市中感染という言葉は、COVID-19の感染拡大前にも聞いたことがあるはずだと想像するのだが、記憶に残っていない。むしろ、自分には今のところ縁が無い「院内感染」のほうが、はるかによく聞いてきた用語という印象がある。こちらは新たに聞いた病原菌の名前と一緒に覚えた。記憶ではノロウイルスO-157 でした。


専門用語の提議や解説を専門家に求めると、話が分かりづらくなる一方なのは十分経験済みなので、ここは一般向けの語義を辞書で調べます。いつも愛用しているコトバンクデジタル大辞泉)のお世話になります。冒頭に「(英語表記)Community-acquired infection」とあるから、国際的な学術用語です。

病院内で体内に摂取された微生物によって引き起こされる感染症である「院内感染」と対をなす言葉で、病院外で摂取された微生物によって発症した感染症を指す用語。社会生活をしている健康人に起こる感染症で、多くは体外から侵入した病原体により発症する「外因性感染症」である。厚生労働省は2020年2月17日、新型コロナウイルスに関して「市中感染」を防ぎ、感染拡大を食い止めるため、医療機関受診の目安を公表した。(2020-2-18)

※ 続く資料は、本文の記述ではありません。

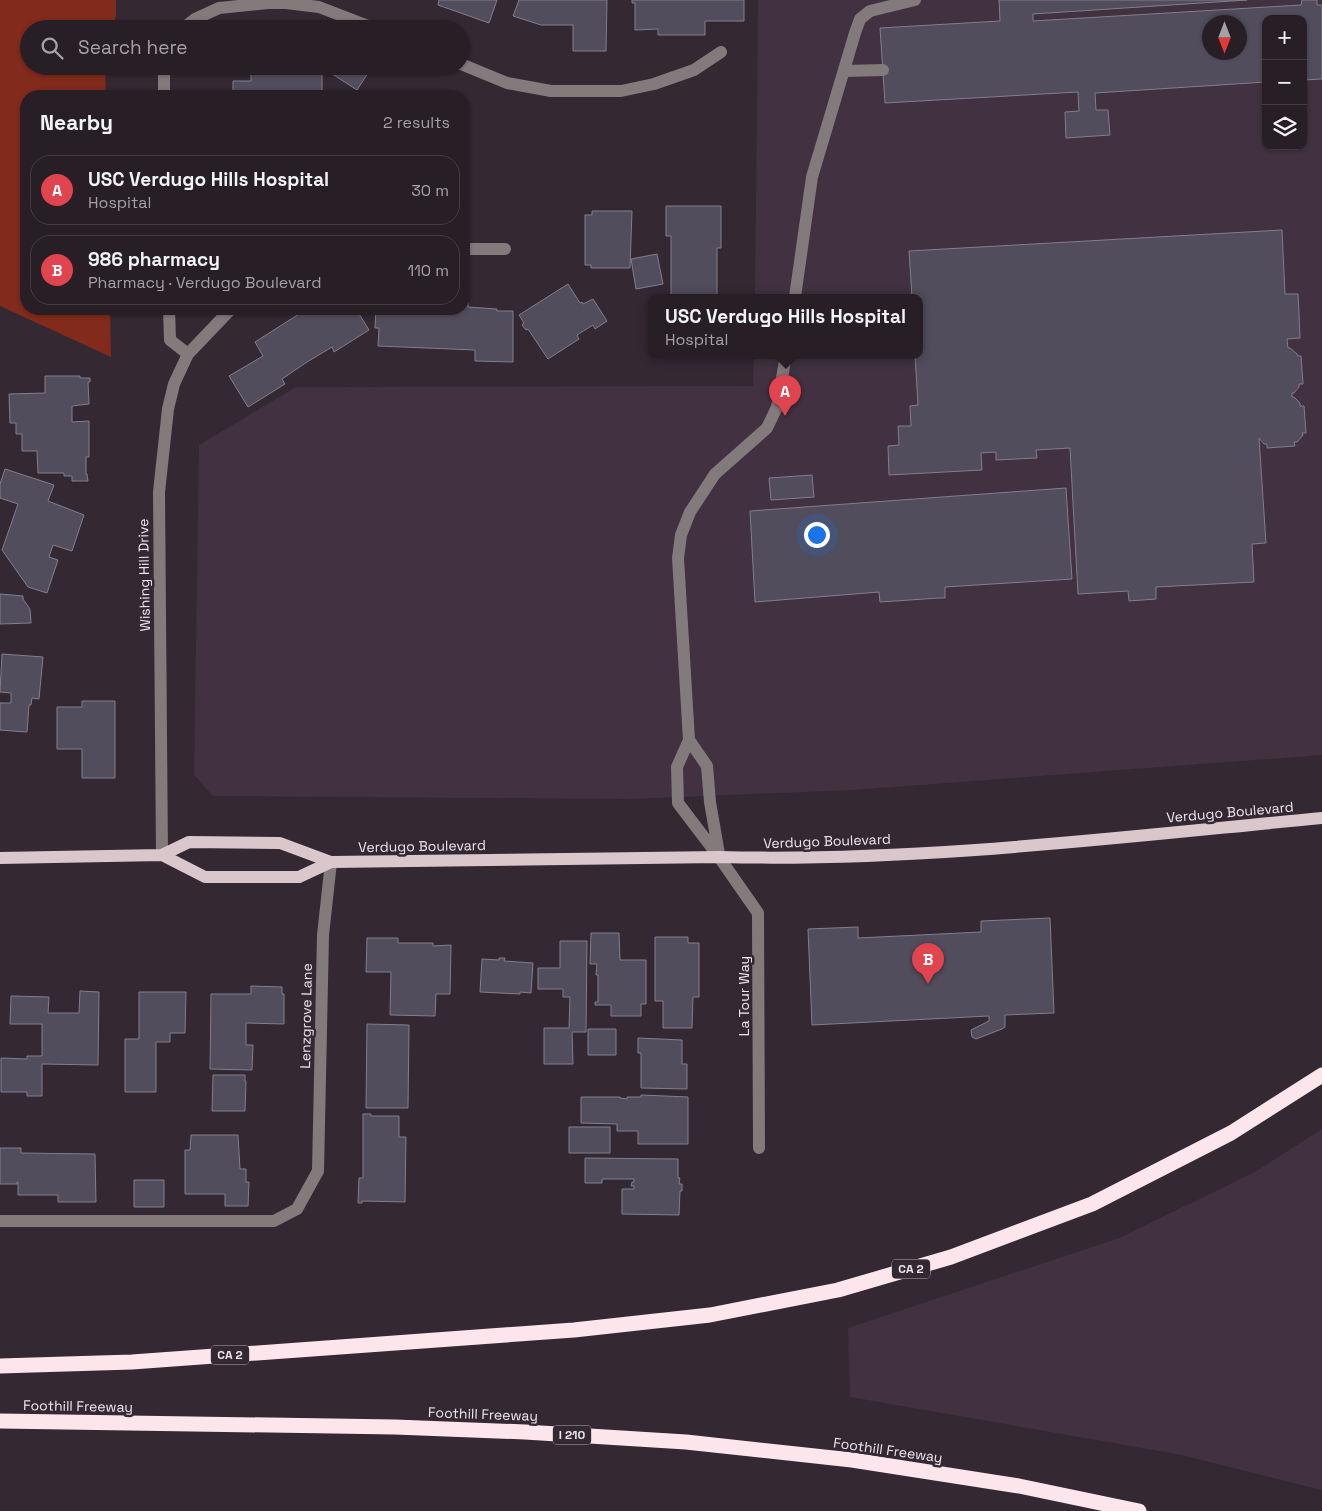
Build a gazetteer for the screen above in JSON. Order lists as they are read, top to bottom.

すなわち大雑把な理解で充分な私にとっては、市中感染とは院内感染と対比して使われる用語であり、病院外で、平凡な社会生活をしている我ら普通の人が感染する。屋形船で市中感染が起き、院内感染を招きました。

病院は物理的に閉鎖的な環境ですから、ほとんど患者か医療関係者の間で伝染が起きる。これと比べて市中感染は、あくまで確率が高いというレベルで、家庭内とか職場・学校、夜の街と推定しているに過ぎない(それはそれで予防には重要です)。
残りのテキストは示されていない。